Why do we have his name in the title written (incorrectly) as Erdös? It should be Erdős or Erdős (as it is written correctly on the line just below). Anyone care to make corrections everywhere (including on pages linkink here)?

That's Unicode point "LATIN SMALL LETTER O WITH DOUBLE ACUTE" Erdős, by the way.

Testing: Erdős

note -- Unicode code point 337 (hex #151)

[edit] Title Still Incorrect

This is a featured article but it's title is still incorrect. In hungarian the correct form is „Pál Erdős”, or maybe in hunglish the „Paul Erdős” form is admissible. „Paul Erdös” is an absolutely mixed mutant chimaera form. The english version „Paul Erdoes” or „Paul Erdős” is less socking then, but the immaculate form is „Pál Erdős”, with the character ő instead of ö.Gubbubu 13:03, 5 Aug 2004 (UTC)

  • There is a reason for that. Having characters like ő in titles causes various sofware problems for people who do not have the appropriate character on their computer. (There have been cases of article histories not showing correctly, etc.)
This was already once mentioned higher on this talk page, and the situation has not changed.

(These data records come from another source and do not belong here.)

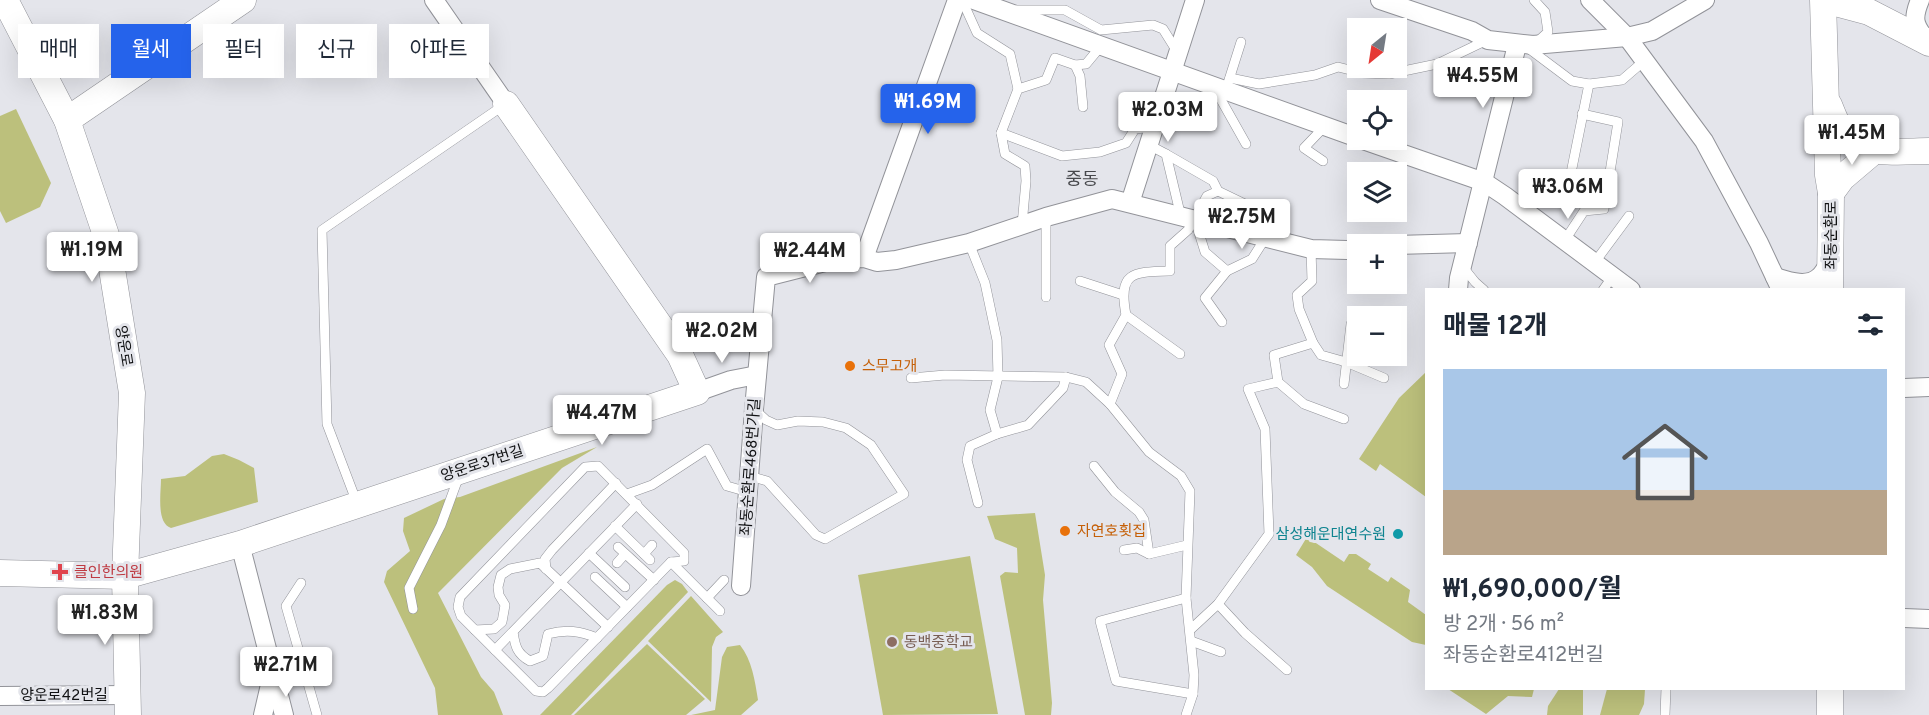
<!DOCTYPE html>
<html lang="ko">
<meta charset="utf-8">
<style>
body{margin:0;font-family:Overpass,"Noto Sans KR",sans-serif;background:#f2f2f3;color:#1f2937;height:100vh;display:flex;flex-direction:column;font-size:22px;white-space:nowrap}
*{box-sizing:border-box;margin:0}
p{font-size:20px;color:#747a83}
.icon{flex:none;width:33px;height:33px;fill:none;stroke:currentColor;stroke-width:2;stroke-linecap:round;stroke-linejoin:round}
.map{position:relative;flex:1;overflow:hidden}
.details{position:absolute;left:1425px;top:288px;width:480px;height:402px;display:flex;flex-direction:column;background:#fff;border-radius:0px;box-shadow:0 6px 24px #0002}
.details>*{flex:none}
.hud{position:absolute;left:18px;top:24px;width:570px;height:54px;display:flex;gap:12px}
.needle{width:39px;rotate:210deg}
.buttons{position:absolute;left:1347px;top:18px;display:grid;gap:12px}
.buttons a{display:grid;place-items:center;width:60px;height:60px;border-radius:0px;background:#fff;box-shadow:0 6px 24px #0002;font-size:30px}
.price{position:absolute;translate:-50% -51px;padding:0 14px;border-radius:6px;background:#fff;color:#222;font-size:20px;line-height:39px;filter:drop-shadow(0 2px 3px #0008)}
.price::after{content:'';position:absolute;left:50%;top:36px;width:18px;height:14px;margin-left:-9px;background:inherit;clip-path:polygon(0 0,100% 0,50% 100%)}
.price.active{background:#2563eb;color:#fff}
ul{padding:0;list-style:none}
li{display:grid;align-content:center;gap:12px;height:318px;padding:0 18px}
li+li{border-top:2px solid #e0e1e3}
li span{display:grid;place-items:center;height:186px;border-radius:0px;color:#555}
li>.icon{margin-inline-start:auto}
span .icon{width:108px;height:108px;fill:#fffc;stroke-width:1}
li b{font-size:26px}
h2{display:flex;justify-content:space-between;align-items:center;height:72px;padding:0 18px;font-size:26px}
.chip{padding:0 21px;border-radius:0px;background:#fff;box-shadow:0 6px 24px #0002;font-size:21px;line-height:54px}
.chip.active{background:#2563eb;color:#fff}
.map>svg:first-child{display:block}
.green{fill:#bcc07c}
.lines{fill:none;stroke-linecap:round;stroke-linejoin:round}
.lane-casing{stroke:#929399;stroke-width:10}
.street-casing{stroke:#929399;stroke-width:20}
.secondary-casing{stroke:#929399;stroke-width:27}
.lane{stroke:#fff;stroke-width:9}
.street{stroke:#fff;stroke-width:18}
.secondary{stroke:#fff;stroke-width:26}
.food-dot{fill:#e8710a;stroke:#e4e5eb;stroke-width:2}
.culture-dot{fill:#0f9aa8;stroke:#e4e5eb;stroke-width:2}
.health-dot{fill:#e0444e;stroke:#e4e5eb;stroke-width:2}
.education-dot{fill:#8d6e63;stroke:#e4e5eb;stroke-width:2}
.labels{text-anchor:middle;stroke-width:6;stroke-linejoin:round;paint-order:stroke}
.street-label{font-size:15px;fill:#111214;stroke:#e4e5eb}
.food-label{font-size:15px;fill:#c56008;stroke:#e4e5eb;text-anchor:start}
.culture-label{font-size:15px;fill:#0d838f;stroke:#e4e5eb;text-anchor:end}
.health-label{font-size:15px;fill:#be3a42;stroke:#e4e5eb;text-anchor:start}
.education-label{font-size:15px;fill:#785e54;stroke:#e4e5eb;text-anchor:start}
.quarter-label{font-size:18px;fill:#47484c;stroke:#e4e5eb}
</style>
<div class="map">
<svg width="1929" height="715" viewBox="0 0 1929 715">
<rect width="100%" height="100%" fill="#e4e5eb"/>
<g class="green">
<path d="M 16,109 L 51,183 L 40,207 L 6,223 L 0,211 L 0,116 Z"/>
<path d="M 1426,372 L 1426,497 L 1380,464 L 1376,471 L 1359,459 L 1399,398 Z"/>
<path d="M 597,447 L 562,468 L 438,593 L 481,677 L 494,692 L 503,715 L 438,715 L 435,688 L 384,582 L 387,571 L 410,551 L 403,531 L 404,518 L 444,499 L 460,497 Z"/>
<path d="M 224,454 L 239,460 L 254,468 L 258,502 L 171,528 C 156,523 161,493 161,479 L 185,476 L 212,456 Z"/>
<path d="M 1035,513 L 1045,575 L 1043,600 L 1052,703 L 1051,715 L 1025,715 L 1000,576 L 1005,572 L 1018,573 L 1017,548 L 995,539 L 987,516 Z"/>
<path d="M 1307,537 L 1344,562 L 1349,554 L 1356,554 L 1371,564 L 1368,569 L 1388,582 L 1391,577 L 1410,590 L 1408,602 L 1426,615 L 1426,645 L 1412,642 L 1327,586 L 1312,567 L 1296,555 Z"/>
<path d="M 970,556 L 998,714 L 883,715 L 858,575 Z"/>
<path d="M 675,580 L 682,584 L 688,592 L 571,715 L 540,715 L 667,585 Z"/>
<path d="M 691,596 L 723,632 L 716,637 L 712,647 L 711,702 L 648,641 Z"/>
<path d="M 647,644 L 705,699 L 686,715 L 574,715 Z"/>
<path d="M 740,645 C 752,660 755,681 758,700 L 741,715 L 691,715 L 715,710 L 722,657 L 727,647 Z"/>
<path d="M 1448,689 L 1534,689 L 1532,697 L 1508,696 L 1486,714 Z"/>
<path d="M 1559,689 L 1583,689 L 1583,715 L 1547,715 L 1548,706 Z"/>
<path d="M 1607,689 L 1645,689 L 1644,704 L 1639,715 L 1600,715 Z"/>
</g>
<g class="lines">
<defs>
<g id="lane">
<path d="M 962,0 L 977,33 L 1010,54 L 1018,89"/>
<path d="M 1534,0 L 1545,12 L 1548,32 L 1537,42"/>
<path d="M 1017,10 L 1065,10 L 1101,30 L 1153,25 L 1163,29 L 1178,53"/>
<path d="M 1101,46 L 1086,64 L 1075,65 L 1055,58 L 1046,80 L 1018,89 L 1001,133 L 1062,156 L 1100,152 L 1126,143 L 1135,129 L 1154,127"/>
<path d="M 1528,48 L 1572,81 L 1589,84 L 1571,173"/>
<path d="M 1075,65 L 1080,76 L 1083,107"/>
<path d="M 1230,78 L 1259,84 L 1315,75 L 1338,67 L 1362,73 L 1389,74 L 1437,64 L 1487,40"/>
<path d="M 1228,83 L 1241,42"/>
<path d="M 1589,84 L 1622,80 L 1644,61"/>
<path d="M 1215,89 L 1246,144"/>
<path d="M 1001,133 L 1005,154 L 1025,166 L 1026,181 L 1022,225"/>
<path d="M 1149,145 L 1166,154 L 1181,217"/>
<path d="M 1166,154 L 1213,181 L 1218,191 L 1247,205 L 1267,229 L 1266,237 L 1252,259 L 1227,271 L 1205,298 L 1222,322"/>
<path d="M 1323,161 L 1304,148 L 1325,126"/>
<path d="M 1046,217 L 1046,297"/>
<path d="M 1195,220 L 1205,252 L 1227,271"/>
<path d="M 1565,240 L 1584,211 L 1604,209 L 1618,122 L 1582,114"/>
<path d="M 969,243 L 985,283 L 997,340 L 998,377 L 990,410 L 997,434"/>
<path d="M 1595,262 L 1629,216"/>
<path d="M 1463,267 L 1475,282 L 1484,290"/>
<path d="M 1080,281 L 1123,295"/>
<path d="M 1603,290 L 1613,276"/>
<path d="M 1126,315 L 1180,354"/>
<path d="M 1313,343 L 1321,355 L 1346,362 L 1384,378"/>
<path d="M 911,378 L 945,375 L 1066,377 L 1086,382 L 1110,404 L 1149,452 L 1181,476 L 1190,491 L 1186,598 L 1194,675 L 1193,694 L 1186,715"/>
<path d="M 1278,382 L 1304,404 L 1344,419"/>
<path d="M 1344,384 L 1351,324"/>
<path d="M 1110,404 L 1122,374 L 1109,345 L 1126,315 C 1118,272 1132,272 1170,271 L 1170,246 L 1188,230 L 1207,196 L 1218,191"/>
<path d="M 598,466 L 684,553 L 684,561 L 671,562 L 548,688 L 543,692 L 536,691 L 461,616 L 458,607 L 460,597 L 585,467 Z"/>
<path d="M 1094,466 L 1115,492 L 1139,512 L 1144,520 L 1149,554"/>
<path d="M 749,476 L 767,481 L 816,535 L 825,539 L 904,494 L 871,445 L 846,428 L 823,422 L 798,421 L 777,425 L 766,420 L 755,410"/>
<path d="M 627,494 L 652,485 L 707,449 L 727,486 L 748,492"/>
<path d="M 357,503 L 327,424 L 322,230 L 504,105"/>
<path d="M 978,503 L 967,460 L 970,446 L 997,434 L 1028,425 L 1063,388 L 1066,377"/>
<path d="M 615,526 L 650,560"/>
<path d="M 618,547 L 654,580"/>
<path d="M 1124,550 L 1137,548 L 1149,554 L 1187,545"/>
<path d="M 589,553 L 625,587"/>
<path d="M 644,554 L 652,545"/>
<path d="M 671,562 L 720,611"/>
<path d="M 617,563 L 625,554"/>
<path d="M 546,569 L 545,559 L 552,550 L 616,483"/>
<path d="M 595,577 L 627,607"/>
<path d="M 301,583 L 286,606 L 317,715"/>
<path d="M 707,598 L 724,580"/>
<path d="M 1186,598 L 1100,621 L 1116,681 L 1193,694"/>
<path d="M 1218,604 L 1245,633 L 1287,670"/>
<path d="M 413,609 L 409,588 L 441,525 L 459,476"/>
<path d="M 475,630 L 494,629 L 502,622 L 505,605 L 499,595 L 498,587 L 501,575 L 510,569 L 540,563 L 608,627"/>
<path d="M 1190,630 L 1218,604 L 1269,534 L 1265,429 L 1248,389 L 1278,382 L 1274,355 L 1313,343 L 1299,309 L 1297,295 L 1312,281 L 1311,249"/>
<path d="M 513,632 C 515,646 517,654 530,661 L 543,656 L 548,634 C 566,629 580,631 597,638"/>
<path d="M 1191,641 L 1221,652"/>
<path d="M 495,650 L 637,504"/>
<path d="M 273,672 L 303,664"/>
<path d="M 1665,715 L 1666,688"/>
</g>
<g id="street">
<path d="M 434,0 L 506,104"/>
<path d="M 974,0 L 1358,138"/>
<path d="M 1380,0 L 1472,31 L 1488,40 L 1533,45 L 1627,37 L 1652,31 L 1705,0"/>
<path d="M 1590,0 L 1627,37 L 1704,141 L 1759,243 L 1781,290"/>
<path d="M 1920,0 C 1912,19 1914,25 1927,41"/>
<path d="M 1363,140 L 1484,182 L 1505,196 L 1631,290"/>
<path d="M 1130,203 L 1195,0"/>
<path d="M 1396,245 L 1468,243"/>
<path d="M 864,258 L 957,0"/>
<path d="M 1775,277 C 1788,281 1807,288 1819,277 C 1823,274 1827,266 1831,261"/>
<path d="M 1458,290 L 1459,278 L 1517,45"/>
<path d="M 1904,388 L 1929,387"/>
<path d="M 697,392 L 731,380 L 757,375"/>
<path d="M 240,544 L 284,715"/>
<path d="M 741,586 L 754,409 L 766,277 L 833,260 L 864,258 L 877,262 L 896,260 L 969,243 L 1046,217 L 1112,199 L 1311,249 L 1347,250 L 1358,249"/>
<path d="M 1904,618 L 1929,619"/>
<path d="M 0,696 L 128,695"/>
<path d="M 263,715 L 272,676"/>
</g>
<g id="secondary">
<path d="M 5,0 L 67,120 L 107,238 L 132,393 L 125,576 L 128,715"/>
<path d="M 1823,0 L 1828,175 L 1831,193 L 1830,290"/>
<path d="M 1824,0 L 1869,12 L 1929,43"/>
<path d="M 1829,105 C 1834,117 1839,133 1850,141 C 1871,156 1905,151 1929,151"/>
<path d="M 67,120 L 243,0"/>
<path d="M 1831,193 L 1842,178 L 1875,150"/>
<path d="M 0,573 L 125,576 L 240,544 L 697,392 L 680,355 L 506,104"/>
<path d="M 1830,688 L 1830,715"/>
</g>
</defs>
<use href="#lane" class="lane-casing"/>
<use href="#street" class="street-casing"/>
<use href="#secondary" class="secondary-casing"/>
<use href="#lane" class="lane"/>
<use href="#street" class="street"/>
<use href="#secondary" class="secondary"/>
</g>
<g class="food-dot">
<circle cx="850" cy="366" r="6"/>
<circle cx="1065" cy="531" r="6"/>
</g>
<circle class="culture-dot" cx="1398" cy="534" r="6"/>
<path class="health-dot" d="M57 563h6v6h6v6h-6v6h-6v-6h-6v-6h6z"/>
<circle class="education-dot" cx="892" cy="642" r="6"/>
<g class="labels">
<g class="street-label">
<text transform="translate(1831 235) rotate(-90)" y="5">좌동순환로</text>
<text transform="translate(124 346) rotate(81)" y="5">양운로</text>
<text transform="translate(482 463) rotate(-18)" y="5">양운로37번길</text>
<text transform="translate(750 467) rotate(-86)" y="5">좌동순환로468번가길</text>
<text x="64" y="700">양운로42번길</text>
</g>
<g class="food-label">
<text x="862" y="371">스무고개</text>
<text x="1077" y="536">자연호횟집</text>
</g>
<g class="culture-label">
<text x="1386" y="539">삼성해운대연수원</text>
</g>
<g class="health-label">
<text x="74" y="577">클인한의원</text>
</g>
<g class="education-label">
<text x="904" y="647">동백중학교</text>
</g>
<g class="quarter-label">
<text x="1082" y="185">중동</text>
</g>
</g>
</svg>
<div class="buttons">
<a><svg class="needle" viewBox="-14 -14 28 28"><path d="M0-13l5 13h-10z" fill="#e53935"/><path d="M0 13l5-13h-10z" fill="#747a83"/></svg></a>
<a><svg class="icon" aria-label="locate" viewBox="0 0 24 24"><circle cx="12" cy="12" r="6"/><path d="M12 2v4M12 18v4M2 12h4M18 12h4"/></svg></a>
<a><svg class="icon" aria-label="layers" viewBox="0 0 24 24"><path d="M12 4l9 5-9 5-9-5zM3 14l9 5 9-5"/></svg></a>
<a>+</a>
<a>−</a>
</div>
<b class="price" style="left:1483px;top:109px">₩4.55M</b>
<b class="price active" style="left:928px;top:135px">₩1.69M</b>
<b class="price" style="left:1168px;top:143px">₩2.03M</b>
<b class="price" style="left:1852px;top:166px">₩1.45M</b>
<b class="price" style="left:1568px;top:220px">₩3.06M</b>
<b class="price" style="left:1242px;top:250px">₩2.75M</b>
<b class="price" style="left:92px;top:283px">₩1.19M</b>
<b class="price" style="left:810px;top:284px">₩2.44M</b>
<b class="price" style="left:722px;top:364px">₩2.02M</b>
<b class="price" style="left:602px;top:446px">₩4.47M</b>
<b class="price" style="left:105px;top:646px">₩1.83M</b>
<b class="price" style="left:286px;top:698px">₩2.71M</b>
<div class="hud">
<a class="chip">매매</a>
<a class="chip active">월세</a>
<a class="chip">필터</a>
<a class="chip">신규</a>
<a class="chip">아파트</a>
</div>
<section class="details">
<h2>매물 12개<svg class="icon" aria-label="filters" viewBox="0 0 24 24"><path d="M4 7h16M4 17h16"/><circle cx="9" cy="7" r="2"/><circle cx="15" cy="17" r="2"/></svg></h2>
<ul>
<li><span style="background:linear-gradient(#a9c7e8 65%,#b9a48a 0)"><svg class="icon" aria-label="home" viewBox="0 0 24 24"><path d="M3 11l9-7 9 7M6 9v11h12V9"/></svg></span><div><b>₩1,690,000/월</b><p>방 2개 · 56 m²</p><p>좌동순환로412번길</p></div></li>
</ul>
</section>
</div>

The software still has difficulties with handling "ő" in character titles. Andris 14:29, Aug 5, 2004 (UTC)
Currently only ISO-8859-1 is supported. This has nothing to do with difficulties, just unwillingness, or a policy not to support Unicode in article names. Since the correct title is not possible to render in ISO-8859-1, I suggest Paul Erdos as the title, which is easier to type.
Dbenbenn, thanks for putting the title limitation template. It looks like it is the best solution at the time being given the above arguments. BACbKA 17:13, 1 Dec 2004 (UTC)
Sure thing. I've also been going through the what links here and what links to Erdös number lists and changing Erdos and Erdös to Erdős. There are plenty of other occurrences of his name that need to be fixed. --Dbenbenn 00:51, 2 Dec 2004 (UTC)

---

To RTC: your attempt to rename this page renamed it to "Paul ErdÅ?s". Please don't do that. It will have to remain Erdös for now, until the software can cope with "ő" in article titles. -- Anon.